Ho letto con interesse il punto di vista dell’economista Giuseppe Coco che, qualche giorno fa, è intervenuto su queste pagine a proposito del “professionismo della bontà”, partendo dall’ormai arcinoto episodio di Chiara Ferragni e del pandoro Balocco.
Coco si chiede – cito – “se si possa essere buoni e fare di questo la sostanza del proprio business, oppure del proprio lavoro.
Ovvero se si può legittimamente vivere del proprio essere buoni”.
Non posso però non dissentire quando a Chiara Ferragni e al suo modello di business accompagnato spesso ad attività di co-marketing benefico, Coco associa il lavoro di chi è direttamente impiegato nel Terzo Settore, ad esempio come fundraiser.
Per farlo cita Ricky Gervais e un momento del suo “After Life” in cui all’insistenza inopportuna (ed è forse l’aspetto che il peraltro generosissimo Gervais teneva a stigmatizzare) di un cosiddetto “dialogatore” preferisce la silenziosa presenza di un’anziana volontaria.
Ora, credo sia sotto gli occhi di tutti in quanti ambiti della vita di comunità le realtà del terzo settore intervengano per coprire zone d’ombra lasciate dallo Stato, a partire dalla gestione dell’handicap per finire con la cura del patrimonio culturale, passando per il sostegno alle persone sole, in condizione di bisogno o senza dimora, fino all’assistenza ai malati.

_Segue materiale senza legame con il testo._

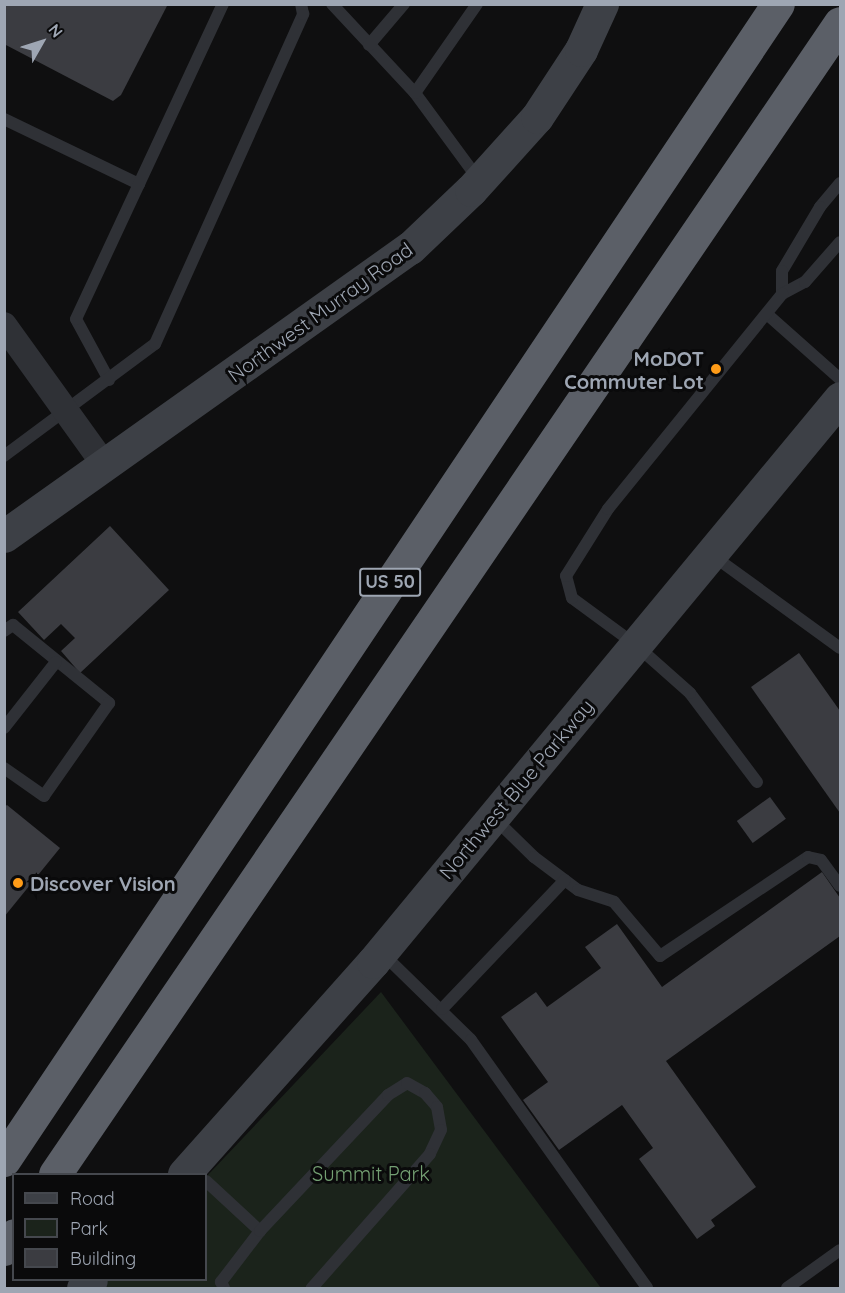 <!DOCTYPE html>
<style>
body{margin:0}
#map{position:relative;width:845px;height:1293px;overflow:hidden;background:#0f0f10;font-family:Quicksand,sans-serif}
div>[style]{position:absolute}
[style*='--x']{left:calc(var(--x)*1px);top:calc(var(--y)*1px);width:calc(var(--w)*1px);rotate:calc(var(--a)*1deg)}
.green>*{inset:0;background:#1b231b}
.building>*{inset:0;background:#3b3c41;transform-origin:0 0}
.lane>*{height:12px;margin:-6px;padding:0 6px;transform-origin:6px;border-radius:6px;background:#2f3136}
.street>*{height:26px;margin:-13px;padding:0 13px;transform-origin:13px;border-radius:13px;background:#2f3136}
.secondary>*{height:33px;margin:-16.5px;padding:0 16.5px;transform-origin:16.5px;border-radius:16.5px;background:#3d4046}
.highway>*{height:33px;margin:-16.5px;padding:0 16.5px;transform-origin:16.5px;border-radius:16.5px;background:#5b5f67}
.dots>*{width:16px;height:16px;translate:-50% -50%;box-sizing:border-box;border:3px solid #0a0a0b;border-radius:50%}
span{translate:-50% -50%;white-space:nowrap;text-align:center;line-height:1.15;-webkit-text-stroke:6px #0a0a0b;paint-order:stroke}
.shield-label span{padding:2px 4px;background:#0a0a0b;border:2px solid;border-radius:4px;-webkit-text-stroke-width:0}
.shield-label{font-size:18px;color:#9ea6b3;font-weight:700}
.street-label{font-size:20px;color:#9ea6b3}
.poi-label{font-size:20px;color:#9ea6b3;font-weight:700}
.right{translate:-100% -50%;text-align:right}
.left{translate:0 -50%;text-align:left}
.park-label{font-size:20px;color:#74a073}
.frame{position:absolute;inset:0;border:6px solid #9ea6b3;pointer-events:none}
.legend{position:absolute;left:12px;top:1173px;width:195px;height:108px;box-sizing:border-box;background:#0a0a0b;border:2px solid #45484e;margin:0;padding:8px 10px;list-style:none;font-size:18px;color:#9ea6b3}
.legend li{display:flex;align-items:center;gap:12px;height:30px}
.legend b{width:30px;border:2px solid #45484e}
.north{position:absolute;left:12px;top:12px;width:60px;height:60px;-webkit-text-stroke:4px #0a0a0b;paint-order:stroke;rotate:51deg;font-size:16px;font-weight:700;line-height:24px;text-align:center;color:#9ea6b3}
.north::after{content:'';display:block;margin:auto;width:21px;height:27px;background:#9ea6b3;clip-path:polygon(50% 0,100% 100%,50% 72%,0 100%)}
</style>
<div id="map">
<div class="green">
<i style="clip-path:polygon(381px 992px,601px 1288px,100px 1288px,109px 1280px,206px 1280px,206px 1177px)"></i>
</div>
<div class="building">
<i style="clip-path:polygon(4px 4px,168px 4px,121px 95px,113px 101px,4px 44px)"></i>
<i style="clip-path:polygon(110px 526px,169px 590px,80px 673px,61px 651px,75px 638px,61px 624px,44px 640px,18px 612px)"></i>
<i style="clip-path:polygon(799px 653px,840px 711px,840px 813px,751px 687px)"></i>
<i style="left:770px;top:797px;width:27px;height:41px;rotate:54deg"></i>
<i style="clip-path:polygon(7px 805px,60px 848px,4px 917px,4px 807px)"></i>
<i style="clip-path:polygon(822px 872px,840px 898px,840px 936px,666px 1061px,756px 1187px,711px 1220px,715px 1226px,697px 1239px,639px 1159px,653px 1148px,622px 1105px,559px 1150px,523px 1100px,548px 1082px,501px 1017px,536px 992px,547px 1007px,601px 968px,585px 947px,617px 924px,662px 987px)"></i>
</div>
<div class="lane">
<i style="--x:332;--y:4;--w:122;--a:47"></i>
<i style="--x:415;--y:93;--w:108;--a:53.7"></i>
<i style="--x:369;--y:45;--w:54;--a:-49.5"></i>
<i style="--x:415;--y:93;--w:108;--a:-55.1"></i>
<i style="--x:4;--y:119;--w:150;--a:25.7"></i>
<i style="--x:840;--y:183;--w:31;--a:130"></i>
<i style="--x:820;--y:207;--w:74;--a:120.7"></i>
<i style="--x:782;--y:271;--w:23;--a:90"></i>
<i style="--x:782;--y:294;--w:26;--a:-28"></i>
<i style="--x:805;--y:282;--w:53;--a:-48.8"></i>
<i style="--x:768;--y:315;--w:96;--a:41.6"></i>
<i style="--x:109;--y:380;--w:69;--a:-118.4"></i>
<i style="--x:76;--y:319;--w:348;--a:-65"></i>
<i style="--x:4;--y:456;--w:188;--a:-36.6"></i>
<i style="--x:155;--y:344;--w:362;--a:-65.8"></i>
<i style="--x:303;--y:14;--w:10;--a:-101"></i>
<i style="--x:712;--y:555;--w:158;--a:36"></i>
<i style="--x:4;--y:631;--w:11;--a:-34"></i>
<i style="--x:13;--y:625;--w:124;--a:39.1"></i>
<i style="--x:109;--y:703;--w:113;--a:125"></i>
<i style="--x:44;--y:796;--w:49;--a:-145"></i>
<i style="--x:4;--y:728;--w:84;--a:-51.8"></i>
<i style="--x:757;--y:782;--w:111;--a:-127"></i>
<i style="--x:690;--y:693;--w:72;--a:-138.4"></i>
<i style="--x:636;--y:645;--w:79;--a:-143.7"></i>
<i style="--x:572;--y:598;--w:23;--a:-105"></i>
<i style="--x:566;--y:576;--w:79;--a:-57.9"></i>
<i style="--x:608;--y:509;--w:277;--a:-51"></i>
<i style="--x:494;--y:818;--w:56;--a:44.3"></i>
<i style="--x:534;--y:857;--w:55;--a:36.9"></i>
<i style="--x:578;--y:890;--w:38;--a:18"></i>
<i style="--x:614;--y:902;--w:71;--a:49.6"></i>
<i style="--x:660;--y:956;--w:178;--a:-33.8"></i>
<i style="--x:808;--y:857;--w:13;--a:13"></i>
<i style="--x:821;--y:860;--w:32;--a:54"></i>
<i style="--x:382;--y:953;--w:124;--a:44.3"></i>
<i style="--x:471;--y:1040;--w:304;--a:54.6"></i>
<i style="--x:442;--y:1009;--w:178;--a:-46.4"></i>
<i style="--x:206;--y:1181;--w:74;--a:42.8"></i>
<i style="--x:224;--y:1288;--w:7;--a:-117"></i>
<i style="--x:221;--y:1282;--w:64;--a:-52.6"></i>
<i style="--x:260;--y:1231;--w:187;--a:-46.7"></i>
<i style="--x:388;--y:1095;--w:22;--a:-32"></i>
<i style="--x:407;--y:1083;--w:21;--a:29"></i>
<i style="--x:425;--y:1093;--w:18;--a:49"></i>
<i style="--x:437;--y:1107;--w:23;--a:80"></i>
<i style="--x:441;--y:1130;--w:26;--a:115"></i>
<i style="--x:430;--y:1154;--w:179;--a:131.4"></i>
<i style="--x:787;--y:1288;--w:65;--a:-35.6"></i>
</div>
<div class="street">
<i style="--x:4;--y:325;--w:171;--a:54.3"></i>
</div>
<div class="secondary">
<i style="--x:4;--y:536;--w:498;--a:-35.4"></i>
<i style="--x:410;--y:248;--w:84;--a:-43.6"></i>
<i style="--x:471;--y:190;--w:98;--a:-47.9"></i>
<i style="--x:537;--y:117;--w:80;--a:-56.7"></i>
<i style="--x:581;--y:50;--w:51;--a:-65.5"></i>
<i style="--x:184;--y:1174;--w:284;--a:-48.3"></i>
<i style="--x:373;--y:962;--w:732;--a:-50.37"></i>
<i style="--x:83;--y:1288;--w:11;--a:-45"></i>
</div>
<div class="highway">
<i style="--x:4;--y:1160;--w:1391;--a:-56.2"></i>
<i style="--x:55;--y:1174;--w:1393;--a:-55.71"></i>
<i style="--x:4;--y:1249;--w:17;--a:-54"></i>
</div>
<div class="dots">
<i style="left:716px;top:369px;background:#ff9c18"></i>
<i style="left:18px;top:883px;background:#ff9c18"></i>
</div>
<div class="shield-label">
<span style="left:390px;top:582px">US 50</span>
</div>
<div class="street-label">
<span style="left:320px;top:312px;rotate:-36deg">Northwest Murray Road</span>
<span style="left:516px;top:789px;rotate:-50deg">Northwest Blue Parkway</span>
</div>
<div class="poi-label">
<span class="right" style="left:704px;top:370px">MoDOT<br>Commuter Lot</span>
<span class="left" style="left:30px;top:883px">Discover Vision</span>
</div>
<div class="park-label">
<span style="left:371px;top:1173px">Summit Park</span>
</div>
<div class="frame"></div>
<ul class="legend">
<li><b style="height:8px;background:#3d4046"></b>Road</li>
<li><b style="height:16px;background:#1b231b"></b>Park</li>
<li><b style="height:16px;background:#3b3c41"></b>Building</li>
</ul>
<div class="north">N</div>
</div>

Quest’ultimo è l’ambito in cui interviene una realtà come ANT, che io presiedo oggi e che fu fondata 45 anni fa da mio padre, l’oncologo Franco Pannuti.
Abbiamo cominciato assistendo a domicilio un paziente oncologico in fase avanzata, poi sono diventati 100, 1000 all’anno e oggi ci troviamo ad assisterne 10.000, ogni anno, in 11 regioni italiane.
E il bisogno sarebbe ancora più grande.
È possibile realizzare tutto questo solo grazie all’impegno di volontari?
Chiaramente no.
I volontari sono stati la spinta e sono oggi il motore di ANT ma ad essi non poteva essere certo delegato il lavoro al domicilio dei pazienti: non avremmo potuto garantire cure continuative, reperibilità, turni… e così non è stato possibile proseguire la raccolta fondi necessaria a sostenere il lavoro degli operatori sanitari esclusivamente basandoci sull’iniziativa dei volontari.
Più siamo cresciuti, più abbiamo avuto bisogno di professionisti: persone preparate per confrontarsi con aziende sostenitrici e – banalmente – evitare di incorrere nelle “ingenuità” che abbiamo avuto sotto gli occhi proprio in questi giorni, persone a cui affidare il controllo di gestione, l’amministrazione e garantire quella trasparenza che è un dovere primario degli enti, non solo perché su di esso si basa la fiducia dei donatori ma perché sancito dalla Legge sul Terzo Settore.
“Una professionalizzazione profonda della bontà può solo generare danni, perché a valle di questo c’è il rischio di un crescente cinismo di una larga fetta della popolazione”, dice Coco.
Dal mio punto di vista, al contrario, la professionalizzazione del Terzo Settore è oggi indispensabile per dialogare alla pari con il settore pubblico e con brand che vogliono sempre più parlare di purpose e “fare la differenza” nella comunità in cui operano.
Non solo, aggiungo che se si vuole che il mondo non profit superi una certa improvvisazione e diventi realmente maturo, bisogna puntare su professionisti di alto livello che possano trovare, anche in questo settore, stipendi adeguati.
Il rischio è altrimenti quello di continuare a subire un travaso di professionalità tra non profit e profit e limitare la crescita del privato sociale.
Sul tema è intervenuto anche il prof Luigi Balestra: “Le Charities, per le quali il profitto è escluso in radice dalla “ragione sociale”, hanno il dovere etico – all’uopo adottando efficienti sistemi organizzazione e gestione – di non consumare, se non in una piccolissima percentuale, quel che incamerano per far fronte a spese di funzionamento”, ha scritto.
Sembrerà contraddittorio, eppure sono convinta che per adottare gli auspicati efficienti sistemi di organizzazione gestione, sia necessario che gli ETS prevedano il giusto compenso, alla pari con le medie del mondo profit, per il proprio personale.
Dire infatti che solo una piccolissima percentuale di quanto raccolto dagli enti debba essere usata per far fronte alle spese di funzionamento degli stessi è molto generico: io credo debba essere impiegata la giusta percentuale, che consenta l’efficienza e l’efficacia del funzionamento del non profit.
Insomma, senza falsi buonismi, è imprescindibile dare il giusto riconoscimento alla professionalità, anche nel terzo settore.